Tle Enseignement scientifique BO n°25 du 22-6-2023

La complexité du système climatique

Résumé de cours

La complexité du système climatique Enseignement scientifique · Tle · Les Génies des Sciences · geniesdessciences.com

Ce résumé condense l’exigible du chapitre. L’idée directrice : le climat est un système — océans, atmosphère, biosphère, lithosphère, cryosphère — dont la réponse à une perturbation passe par des rétroactions qui amplifient ou amortissent.

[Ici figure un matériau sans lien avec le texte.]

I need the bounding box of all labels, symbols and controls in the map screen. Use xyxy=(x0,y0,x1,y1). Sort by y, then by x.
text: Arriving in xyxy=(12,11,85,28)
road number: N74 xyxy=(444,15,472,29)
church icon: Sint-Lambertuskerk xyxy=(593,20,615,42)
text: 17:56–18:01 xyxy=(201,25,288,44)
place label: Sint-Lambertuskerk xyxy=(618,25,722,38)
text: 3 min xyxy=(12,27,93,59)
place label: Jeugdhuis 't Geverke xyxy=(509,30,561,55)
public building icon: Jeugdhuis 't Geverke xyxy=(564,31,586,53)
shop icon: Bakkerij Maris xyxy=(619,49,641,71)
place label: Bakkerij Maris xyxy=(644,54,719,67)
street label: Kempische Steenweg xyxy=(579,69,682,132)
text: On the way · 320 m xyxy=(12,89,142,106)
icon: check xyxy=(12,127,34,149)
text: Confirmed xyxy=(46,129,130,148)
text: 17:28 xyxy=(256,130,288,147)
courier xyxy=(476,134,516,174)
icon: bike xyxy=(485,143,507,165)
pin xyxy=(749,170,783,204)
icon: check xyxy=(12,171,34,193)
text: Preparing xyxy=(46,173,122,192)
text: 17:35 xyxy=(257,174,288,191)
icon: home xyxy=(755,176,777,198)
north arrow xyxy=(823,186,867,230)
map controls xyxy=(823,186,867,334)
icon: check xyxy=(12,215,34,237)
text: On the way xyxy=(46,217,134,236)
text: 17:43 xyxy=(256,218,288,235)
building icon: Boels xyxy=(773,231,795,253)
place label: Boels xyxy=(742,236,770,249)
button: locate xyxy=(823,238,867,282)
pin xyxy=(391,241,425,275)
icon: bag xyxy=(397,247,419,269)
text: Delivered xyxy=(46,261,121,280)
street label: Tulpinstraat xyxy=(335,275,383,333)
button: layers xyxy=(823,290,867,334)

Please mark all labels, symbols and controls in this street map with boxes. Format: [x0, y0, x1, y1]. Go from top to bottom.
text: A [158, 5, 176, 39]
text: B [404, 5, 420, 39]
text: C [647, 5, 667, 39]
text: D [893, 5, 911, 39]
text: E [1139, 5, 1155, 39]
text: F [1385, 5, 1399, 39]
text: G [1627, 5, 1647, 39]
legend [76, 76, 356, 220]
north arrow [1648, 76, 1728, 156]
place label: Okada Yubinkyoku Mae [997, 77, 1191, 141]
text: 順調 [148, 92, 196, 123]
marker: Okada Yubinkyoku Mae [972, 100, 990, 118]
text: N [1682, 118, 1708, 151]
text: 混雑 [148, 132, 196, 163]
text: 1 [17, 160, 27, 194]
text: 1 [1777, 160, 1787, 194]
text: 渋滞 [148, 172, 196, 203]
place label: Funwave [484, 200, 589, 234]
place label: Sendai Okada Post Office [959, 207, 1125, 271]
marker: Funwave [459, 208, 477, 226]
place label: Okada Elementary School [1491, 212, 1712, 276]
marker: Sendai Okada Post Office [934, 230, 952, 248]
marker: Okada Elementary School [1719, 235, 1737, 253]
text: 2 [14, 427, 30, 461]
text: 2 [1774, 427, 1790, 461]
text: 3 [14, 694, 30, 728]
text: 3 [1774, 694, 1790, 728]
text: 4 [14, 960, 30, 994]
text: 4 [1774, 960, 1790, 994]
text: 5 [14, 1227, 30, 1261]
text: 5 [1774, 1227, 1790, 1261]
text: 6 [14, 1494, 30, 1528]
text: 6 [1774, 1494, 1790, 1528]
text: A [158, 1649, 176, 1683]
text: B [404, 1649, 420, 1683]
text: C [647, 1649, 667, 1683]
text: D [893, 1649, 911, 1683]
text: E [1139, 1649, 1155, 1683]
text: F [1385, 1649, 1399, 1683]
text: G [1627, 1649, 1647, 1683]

Climat ou météo : ne plus jamais confondre

  • La climatologie étudie les variations du climat, local ou global, à moyen ou long terme : années, siècles, millénaires.
  • La météorologie étudie les phénomènes atmosphériques qu’elle prévoit à court terme : jours, semaines.
  • La température moyenne de la Terre (mesures de terrain + satellites) est un indicateur du climat global, parmi d’autres : niveau des océans, étendue des glaces polaires et des glaciers, etc.
  • Le climat présente une variabilité naturelle sur différentes échelles de temps. Mais depuis plusieurs centaines de milliers d’années, jamais la concentration de CO₂ n’a augmenté aussi rapidement qu’actuellement.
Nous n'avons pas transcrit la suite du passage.